• What to work on:
Scan the entries for the word "Muneshwara". Every line that has it should be copied.

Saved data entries
────────────────────
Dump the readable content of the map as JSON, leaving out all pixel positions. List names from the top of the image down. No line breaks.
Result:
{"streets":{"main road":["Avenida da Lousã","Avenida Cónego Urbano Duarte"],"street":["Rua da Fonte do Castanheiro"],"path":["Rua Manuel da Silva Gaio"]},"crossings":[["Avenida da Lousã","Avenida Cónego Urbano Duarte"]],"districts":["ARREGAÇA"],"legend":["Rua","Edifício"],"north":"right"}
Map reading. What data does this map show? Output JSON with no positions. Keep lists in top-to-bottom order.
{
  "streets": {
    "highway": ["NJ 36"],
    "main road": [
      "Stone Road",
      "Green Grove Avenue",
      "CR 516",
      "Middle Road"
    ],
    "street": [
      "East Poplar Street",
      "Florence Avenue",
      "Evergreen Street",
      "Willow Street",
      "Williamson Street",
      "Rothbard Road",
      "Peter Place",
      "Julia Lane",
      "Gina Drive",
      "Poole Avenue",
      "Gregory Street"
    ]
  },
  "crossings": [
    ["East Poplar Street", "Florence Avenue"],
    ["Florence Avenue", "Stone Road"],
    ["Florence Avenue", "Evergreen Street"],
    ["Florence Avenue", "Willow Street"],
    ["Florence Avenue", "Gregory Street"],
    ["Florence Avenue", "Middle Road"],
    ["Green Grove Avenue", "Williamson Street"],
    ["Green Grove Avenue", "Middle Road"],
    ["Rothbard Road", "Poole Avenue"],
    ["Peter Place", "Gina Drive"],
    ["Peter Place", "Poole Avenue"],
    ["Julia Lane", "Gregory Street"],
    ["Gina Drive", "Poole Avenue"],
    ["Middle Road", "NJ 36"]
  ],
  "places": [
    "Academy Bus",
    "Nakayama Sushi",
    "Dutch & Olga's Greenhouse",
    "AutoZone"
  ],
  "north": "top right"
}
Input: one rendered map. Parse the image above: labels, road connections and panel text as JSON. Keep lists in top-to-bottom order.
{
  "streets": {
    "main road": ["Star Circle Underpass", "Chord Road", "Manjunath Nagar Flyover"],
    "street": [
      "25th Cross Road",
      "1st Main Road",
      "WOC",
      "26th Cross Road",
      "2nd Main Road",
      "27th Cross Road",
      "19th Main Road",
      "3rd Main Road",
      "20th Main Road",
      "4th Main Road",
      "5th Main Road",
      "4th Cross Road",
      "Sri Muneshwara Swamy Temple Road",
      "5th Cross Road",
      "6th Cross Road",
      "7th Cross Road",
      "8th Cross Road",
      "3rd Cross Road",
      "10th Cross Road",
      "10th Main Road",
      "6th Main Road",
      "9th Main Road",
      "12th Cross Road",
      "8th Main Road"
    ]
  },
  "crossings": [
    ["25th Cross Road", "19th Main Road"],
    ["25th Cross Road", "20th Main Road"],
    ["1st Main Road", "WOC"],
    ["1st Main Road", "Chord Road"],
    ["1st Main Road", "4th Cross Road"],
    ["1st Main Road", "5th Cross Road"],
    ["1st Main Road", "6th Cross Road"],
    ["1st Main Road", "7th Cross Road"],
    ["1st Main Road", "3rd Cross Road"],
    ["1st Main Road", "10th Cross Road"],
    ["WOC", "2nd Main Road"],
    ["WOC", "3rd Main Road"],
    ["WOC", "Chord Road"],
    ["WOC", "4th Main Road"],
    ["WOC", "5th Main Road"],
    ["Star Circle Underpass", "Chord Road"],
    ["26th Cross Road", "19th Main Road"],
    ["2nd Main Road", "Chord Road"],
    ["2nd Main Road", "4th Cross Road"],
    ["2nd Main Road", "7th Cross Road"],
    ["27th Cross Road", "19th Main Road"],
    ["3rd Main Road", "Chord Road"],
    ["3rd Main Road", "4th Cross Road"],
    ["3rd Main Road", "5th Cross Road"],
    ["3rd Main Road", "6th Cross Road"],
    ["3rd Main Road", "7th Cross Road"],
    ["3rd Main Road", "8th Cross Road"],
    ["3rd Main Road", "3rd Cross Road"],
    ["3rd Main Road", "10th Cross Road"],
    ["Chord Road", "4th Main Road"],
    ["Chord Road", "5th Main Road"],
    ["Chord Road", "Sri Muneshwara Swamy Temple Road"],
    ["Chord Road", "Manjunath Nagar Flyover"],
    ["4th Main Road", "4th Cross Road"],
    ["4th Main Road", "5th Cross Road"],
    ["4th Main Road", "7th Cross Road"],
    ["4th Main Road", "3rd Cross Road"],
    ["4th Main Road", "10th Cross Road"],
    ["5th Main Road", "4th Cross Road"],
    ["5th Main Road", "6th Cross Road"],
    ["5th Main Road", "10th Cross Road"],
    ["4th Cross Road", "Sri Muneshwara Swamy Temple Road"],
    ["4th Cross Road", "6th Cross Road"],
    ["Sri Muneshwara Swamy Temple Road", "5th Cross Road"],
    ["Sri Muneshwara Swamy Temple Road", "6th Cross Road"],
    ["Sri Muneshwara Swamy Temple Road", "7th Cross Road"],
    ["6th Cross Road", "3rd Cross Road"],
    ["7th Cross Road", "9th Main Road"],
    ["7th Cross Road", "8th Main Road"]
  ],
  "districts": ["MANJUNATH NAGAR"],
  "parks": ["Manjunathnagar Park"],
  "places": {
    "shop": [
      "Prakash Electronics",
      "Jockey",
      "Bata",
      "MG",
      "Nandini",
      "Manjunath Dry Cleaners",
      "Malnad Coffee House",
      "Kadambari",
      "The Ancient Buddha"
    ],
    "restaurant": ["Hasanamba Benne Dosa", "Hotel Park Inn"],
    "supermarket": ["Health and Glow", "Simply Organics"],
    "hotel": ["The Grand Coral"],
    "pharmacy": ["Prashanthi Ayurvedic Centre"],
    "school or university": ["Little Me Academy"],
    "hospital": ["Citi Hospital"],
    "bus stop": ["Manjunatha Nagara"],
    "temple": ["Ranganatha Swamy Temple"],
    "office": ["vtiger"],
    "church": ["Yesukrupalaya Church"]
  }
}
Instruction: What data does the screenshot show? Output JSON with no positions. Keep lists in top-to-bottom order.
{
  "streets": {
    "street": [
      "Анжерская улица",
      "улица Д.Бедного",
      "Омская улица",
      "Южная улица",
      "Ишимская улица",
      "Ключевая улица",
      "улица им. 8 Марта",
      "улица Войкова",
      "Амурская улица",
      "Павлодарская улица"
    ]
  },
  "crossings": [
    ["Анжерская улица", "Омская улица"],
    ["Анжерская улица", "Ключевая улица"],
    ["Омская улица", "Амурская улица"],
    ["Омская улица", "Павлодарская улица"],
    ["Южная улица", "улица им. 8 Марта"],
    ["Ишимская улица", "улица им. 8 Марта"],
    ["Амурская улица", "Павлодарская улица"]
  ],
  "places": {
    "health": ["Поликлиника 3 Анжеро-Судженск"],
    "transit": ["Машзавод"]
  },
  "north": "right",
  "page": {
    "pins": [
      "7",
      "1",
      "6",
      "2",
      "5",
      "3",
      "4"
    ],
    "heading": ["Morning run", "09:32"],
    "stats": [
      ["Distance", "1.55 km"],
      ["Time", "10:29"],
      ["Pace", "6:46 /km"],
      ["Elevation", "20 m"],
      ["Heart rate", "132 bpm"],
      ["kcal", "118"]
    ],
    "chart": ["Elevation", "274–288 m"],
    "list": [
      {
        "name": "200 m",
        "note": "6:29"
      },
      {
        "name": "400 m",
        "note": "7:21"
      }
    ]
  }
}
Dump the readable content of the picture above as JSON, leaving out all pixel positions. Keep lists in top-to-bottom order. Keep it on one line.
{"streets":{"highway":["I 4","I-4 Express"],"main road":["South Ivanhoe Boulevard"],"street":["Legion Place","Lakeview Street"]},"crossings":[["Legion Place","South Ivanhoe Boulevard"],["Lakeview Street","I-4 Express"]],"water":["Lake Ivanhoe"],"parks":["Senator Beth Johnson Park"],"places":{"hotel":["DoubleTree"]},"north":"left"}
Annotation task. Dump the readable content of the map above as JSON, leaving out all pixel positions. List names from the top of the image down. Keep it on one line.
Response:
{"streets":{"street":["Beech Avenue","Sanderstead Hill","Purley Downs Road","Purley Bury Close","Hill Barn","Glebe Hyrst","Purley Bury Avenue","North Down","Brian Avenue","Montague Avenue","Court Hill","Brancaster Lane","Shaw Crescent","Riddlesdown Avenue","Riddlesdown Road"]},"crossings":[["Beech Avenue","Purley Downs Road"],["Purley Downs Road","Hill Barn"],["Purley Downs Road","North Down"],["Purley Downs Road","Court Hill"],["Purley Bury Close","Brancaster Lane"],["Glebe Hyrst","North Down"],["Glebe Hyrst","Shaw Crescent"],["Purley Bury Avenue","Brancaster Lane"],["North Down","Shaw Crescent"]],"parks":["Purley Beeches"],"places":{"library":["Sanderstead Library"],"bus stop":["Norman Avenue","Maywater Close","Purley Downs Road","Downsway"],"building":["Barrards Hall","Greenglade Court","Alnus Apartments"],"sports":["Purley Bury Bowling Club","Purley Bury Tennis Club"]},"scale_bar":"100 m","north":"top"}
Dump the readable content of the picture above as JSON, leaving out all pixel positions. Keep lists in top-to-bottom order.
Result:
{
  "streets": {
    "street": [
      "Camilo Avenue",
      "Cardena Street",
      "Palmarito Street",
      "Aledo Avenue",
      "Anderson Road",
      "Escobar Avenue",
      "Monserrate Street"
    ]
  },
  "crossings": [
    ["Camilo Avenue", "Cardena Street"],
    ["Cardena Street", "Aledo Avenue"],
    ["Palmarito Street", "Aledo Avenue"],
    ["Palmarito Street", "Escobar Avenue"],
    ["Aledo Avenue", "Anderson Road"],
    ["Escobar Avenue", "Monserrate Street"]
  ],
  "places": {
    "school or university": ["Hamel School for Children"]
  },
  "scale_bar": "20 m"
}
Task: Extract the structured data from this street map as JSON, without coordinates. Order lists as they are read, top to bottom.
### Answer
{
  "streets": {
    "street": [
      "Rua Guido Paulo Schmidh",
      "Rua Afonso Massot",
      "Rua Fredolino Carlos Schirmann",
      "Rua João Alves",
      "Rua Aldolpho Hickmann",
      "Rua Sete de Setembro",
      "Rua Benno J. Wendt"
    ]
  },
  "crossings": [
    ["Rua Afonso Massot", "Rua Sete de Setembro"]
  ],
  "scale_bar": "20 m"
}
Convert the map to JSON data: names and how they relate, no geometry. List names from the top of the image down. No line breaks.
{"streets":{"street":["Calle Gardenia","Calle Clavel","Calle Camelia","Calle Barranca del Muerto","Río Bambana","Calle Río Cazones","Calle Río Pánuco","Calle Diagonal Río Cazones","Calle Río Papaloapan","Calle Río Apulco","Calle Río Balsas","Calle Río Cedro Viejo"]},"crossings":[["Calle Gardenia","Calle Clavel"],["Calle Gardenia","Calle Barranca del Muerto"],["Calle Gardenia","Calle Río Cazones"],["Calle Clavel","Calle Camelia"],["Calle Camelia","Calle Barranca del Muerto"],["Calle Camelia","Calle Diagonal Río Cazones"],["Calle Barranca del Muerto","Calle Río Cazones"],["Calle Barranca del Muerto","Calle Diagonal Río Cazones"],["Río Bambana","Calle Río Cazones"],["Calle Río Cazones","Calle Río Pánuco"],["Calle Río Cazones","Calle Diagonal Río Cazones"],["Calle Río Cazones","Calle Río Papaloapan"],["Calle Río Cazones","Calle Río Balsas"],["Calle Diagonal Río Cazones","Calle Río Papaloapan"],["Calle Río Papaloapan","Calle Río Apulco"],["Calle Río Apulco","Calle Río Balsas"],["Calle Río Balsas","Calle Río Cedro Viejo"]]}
────────────────────
• Answer to this problem:
      "Sri Muneshwara Swamy Temple Road",
    ["Chord Road", "Sri Muneshwara Swamy Temple Road"],
    ["4th Cross Road", "Sri Muneshwara Swamy Temple Road"],
    ["Sri Muneshwara Swamy Temple Road", "5th Cross Road"],
    ["Sri Muneshwara Swamy Temple Road", "6th Cross Road"],
    ["Sri Muneshwara Swamy Temple Road", "7th Cross Road"],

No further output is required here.